→ EXERCISE BRIEF: For this exercise, copy each line of the records that contains the word "bottom".

→ SOURCE INFORMATION:
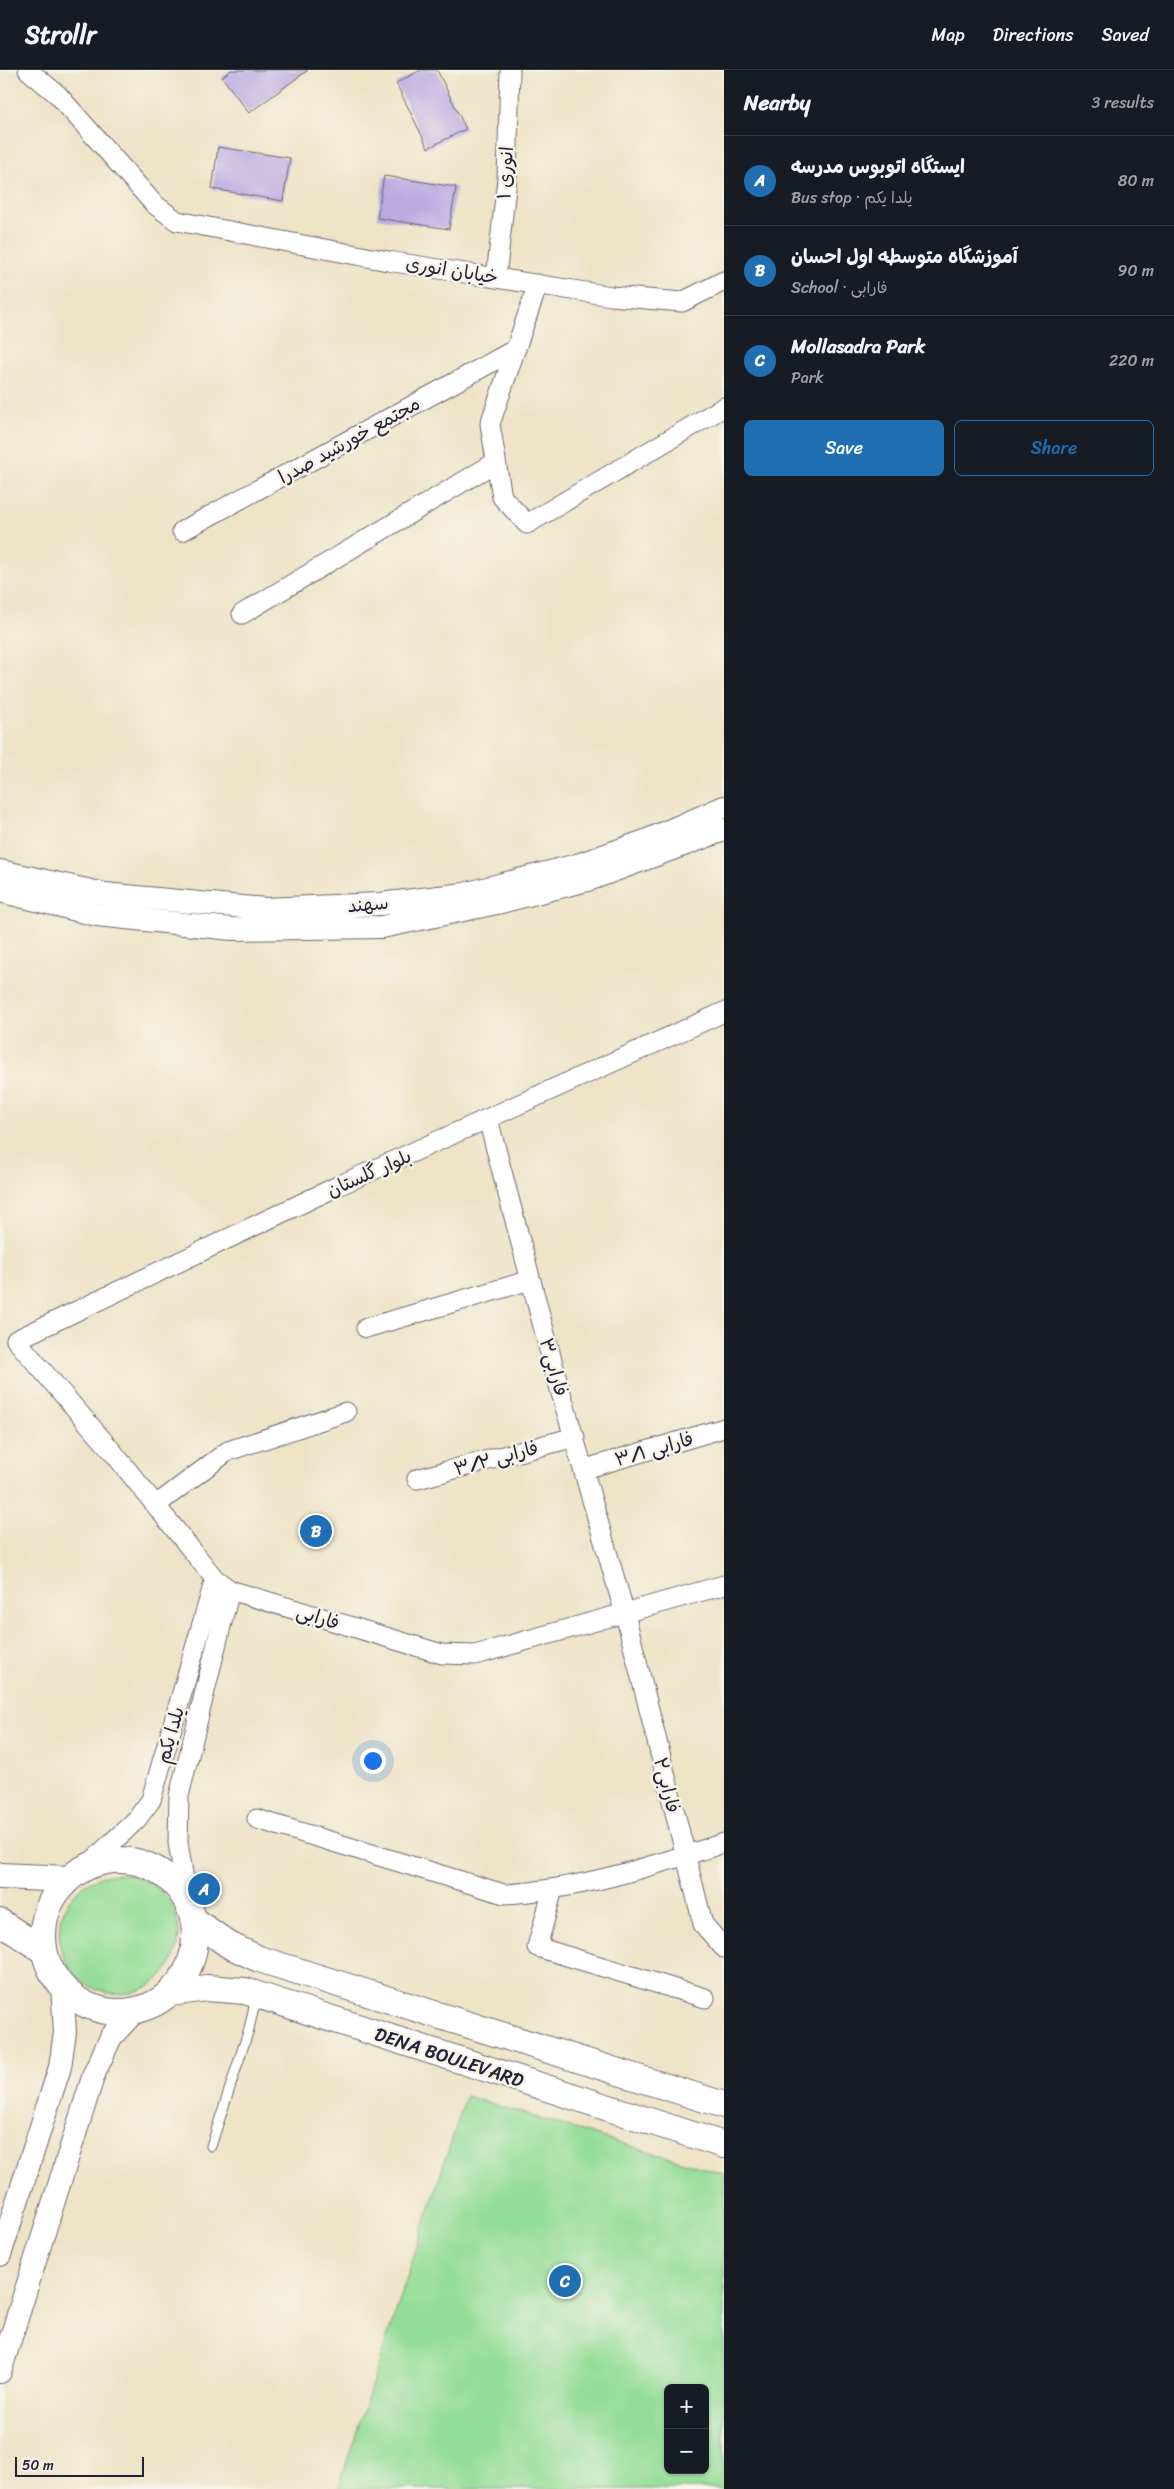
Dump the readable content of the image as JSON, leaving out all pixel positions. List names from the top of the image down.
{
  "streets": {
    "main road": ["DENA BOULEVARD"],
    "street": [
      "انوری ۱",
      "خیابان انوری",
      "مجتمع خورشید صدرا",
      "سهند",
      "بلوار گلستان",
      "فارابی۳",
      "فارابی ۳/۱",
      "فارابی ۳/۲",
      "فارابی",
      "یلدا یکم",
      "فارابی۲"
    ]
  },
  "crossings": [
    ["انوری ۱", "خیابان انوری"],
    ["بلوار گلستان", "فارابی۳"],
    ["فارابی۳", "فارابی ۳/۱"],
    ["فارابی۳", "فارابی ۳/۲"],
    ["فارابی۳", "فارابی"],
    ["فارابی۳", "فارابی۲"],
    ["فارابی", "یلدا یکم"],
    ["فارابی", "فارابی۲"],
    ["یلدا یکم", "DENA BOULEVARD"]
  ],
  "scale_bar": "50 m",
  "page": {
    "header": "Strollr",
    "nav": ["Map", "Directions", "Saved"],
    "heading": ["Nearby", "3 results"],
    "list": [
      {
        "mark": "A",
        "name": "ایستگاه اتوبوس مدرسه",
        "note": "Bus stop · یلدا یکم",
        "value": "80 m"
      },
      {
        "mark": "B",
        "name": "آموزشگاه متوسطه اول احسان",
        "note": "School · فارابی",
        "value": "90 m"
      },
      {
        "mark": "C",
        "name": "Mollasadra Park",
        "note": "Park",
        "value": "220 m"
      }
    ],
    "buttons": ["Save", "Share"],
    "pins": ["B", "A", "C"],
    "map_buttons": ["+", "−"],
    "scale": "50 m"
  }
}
...
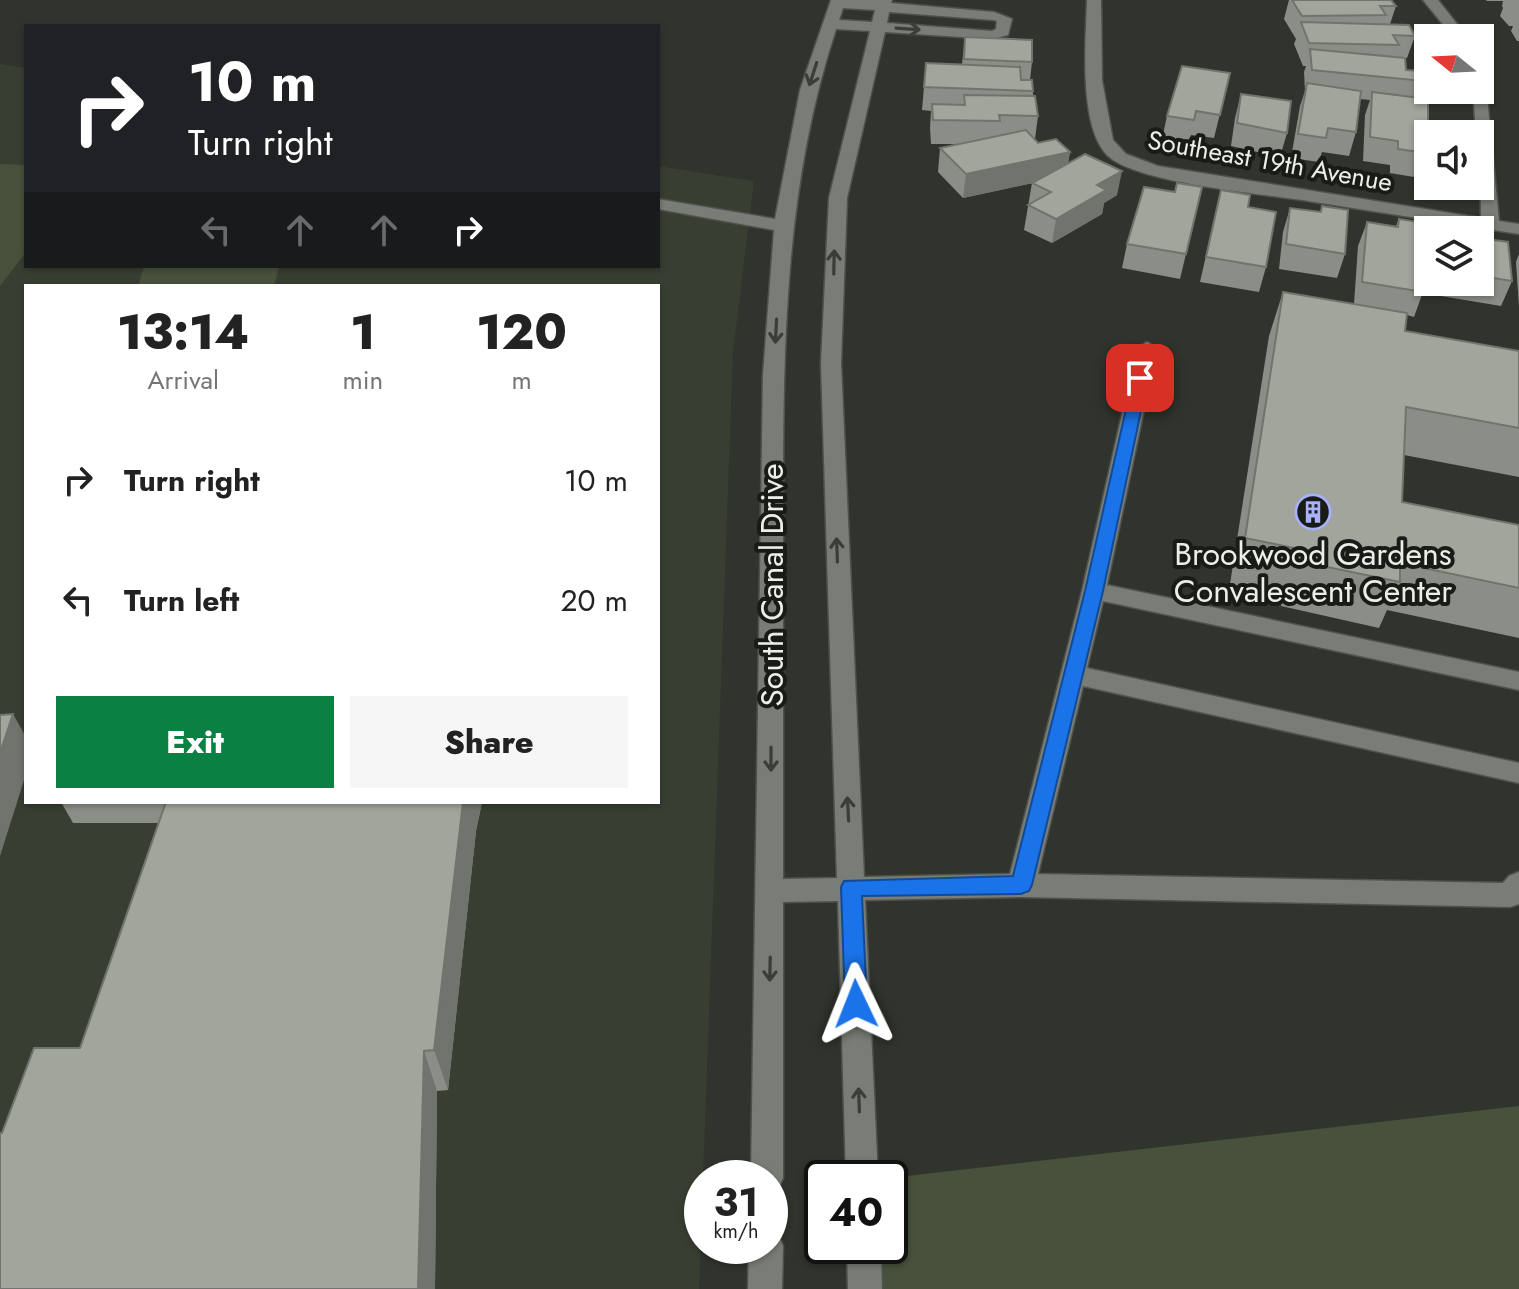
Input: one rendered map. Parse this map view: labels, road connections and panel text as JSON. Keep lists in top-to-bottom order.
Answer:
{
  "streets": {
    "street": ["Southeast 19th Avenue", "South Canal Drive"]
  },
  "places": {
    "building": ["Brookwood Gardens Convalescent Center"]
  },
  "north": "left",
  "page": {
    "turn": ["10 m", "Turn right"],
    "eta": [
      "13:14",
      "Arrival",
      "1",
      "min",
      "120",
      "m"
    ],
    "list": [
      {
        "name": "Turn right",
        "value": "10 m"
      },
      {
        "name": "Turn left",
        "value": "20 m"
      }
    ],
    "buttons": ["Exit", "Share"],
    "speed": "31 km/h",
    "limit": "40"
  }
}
...
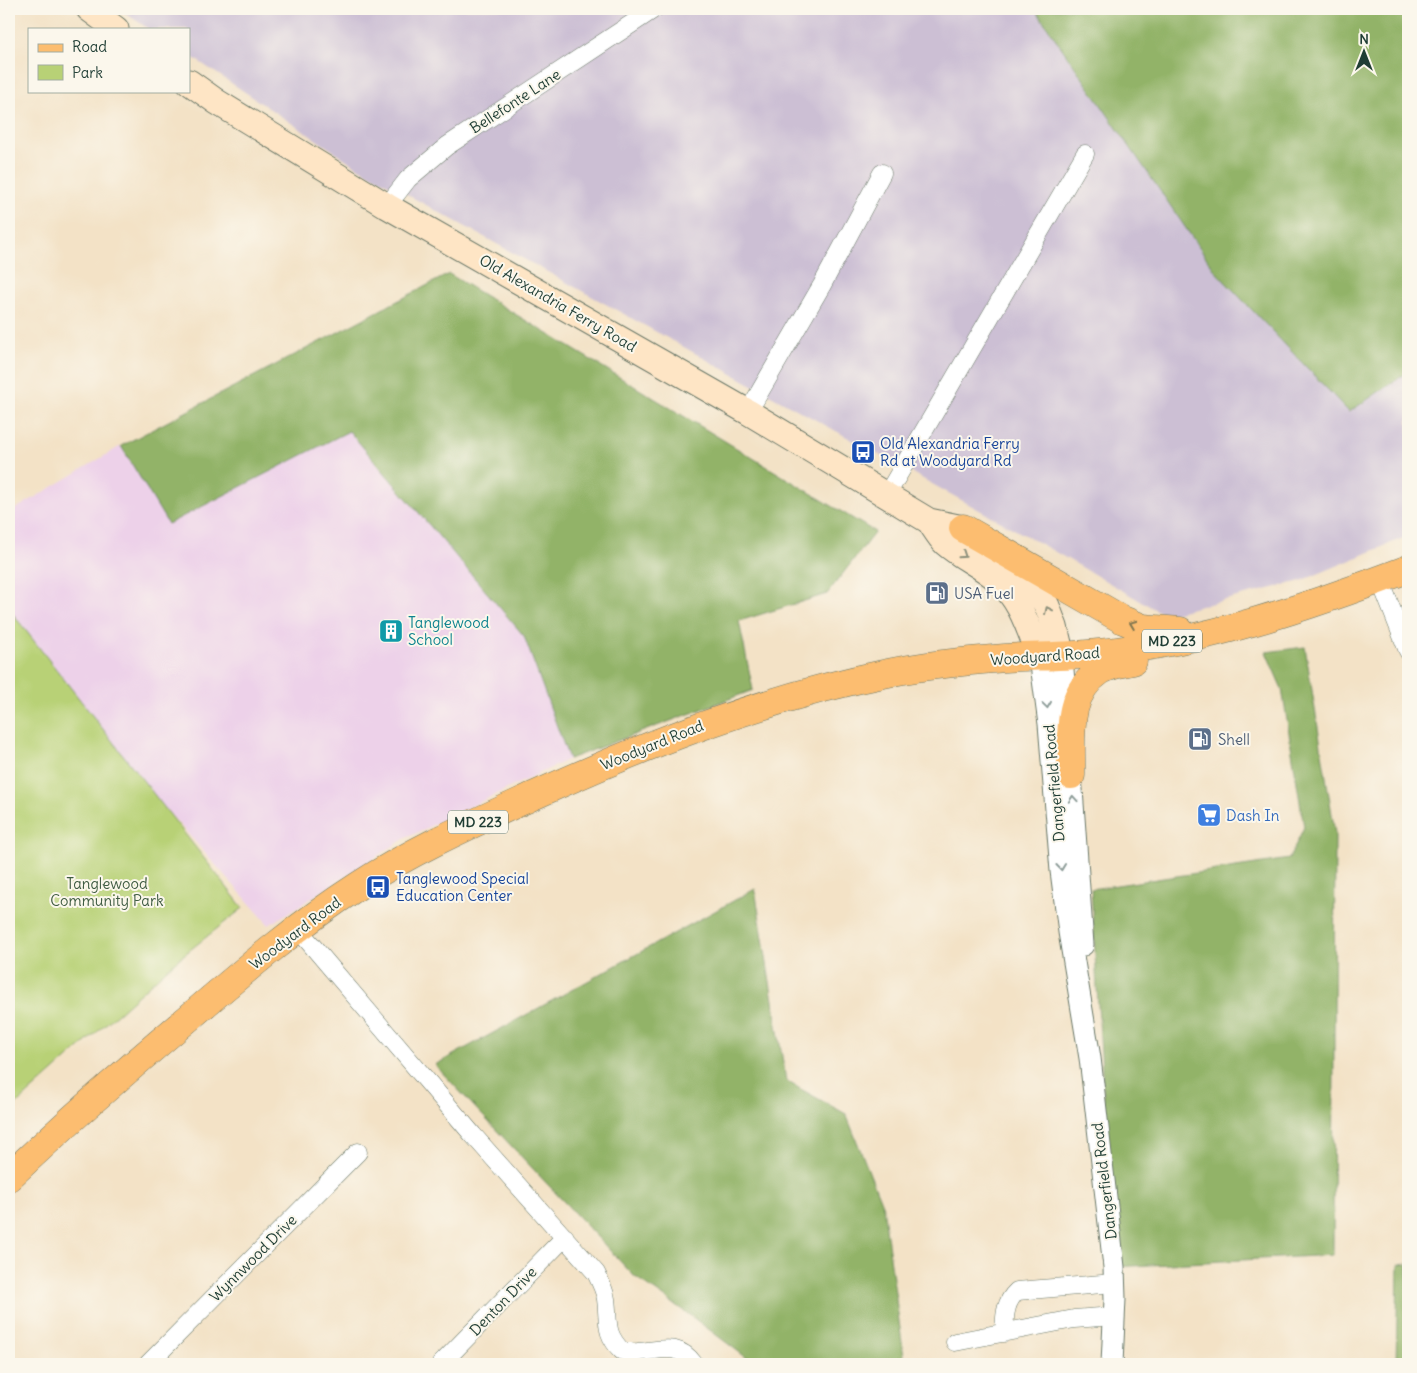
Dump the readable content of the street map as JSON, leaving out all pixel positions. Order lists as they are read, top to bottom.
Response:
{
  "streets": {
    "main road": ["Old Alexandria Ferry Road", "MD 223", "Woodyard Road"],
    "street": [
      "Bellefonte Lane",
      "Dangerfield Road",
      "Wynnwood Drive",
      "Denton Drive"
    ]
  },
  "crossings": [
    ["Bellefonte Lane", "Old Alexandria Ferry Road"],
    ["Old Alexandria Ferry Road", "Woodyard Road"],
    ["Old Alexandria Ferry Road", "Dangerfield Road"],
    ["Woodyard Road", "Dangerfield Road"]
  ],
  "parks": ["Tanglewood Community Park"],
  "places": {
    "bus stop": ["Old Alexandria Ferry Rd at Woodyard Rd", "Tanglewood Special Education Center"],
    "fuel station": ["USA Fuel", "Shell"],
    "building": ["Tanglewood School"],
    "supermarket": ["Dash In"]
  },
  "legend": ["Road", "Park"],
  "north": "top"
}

→ SOLUTION:
Input: one rendered map. Parse this map view: labels, road connections and panel text as JSON. Keep lists in top-to-bottom order.
Dump the readable content of the street map as JSON, leaving out all pixel positions. Order lists as they are read, top to bottom.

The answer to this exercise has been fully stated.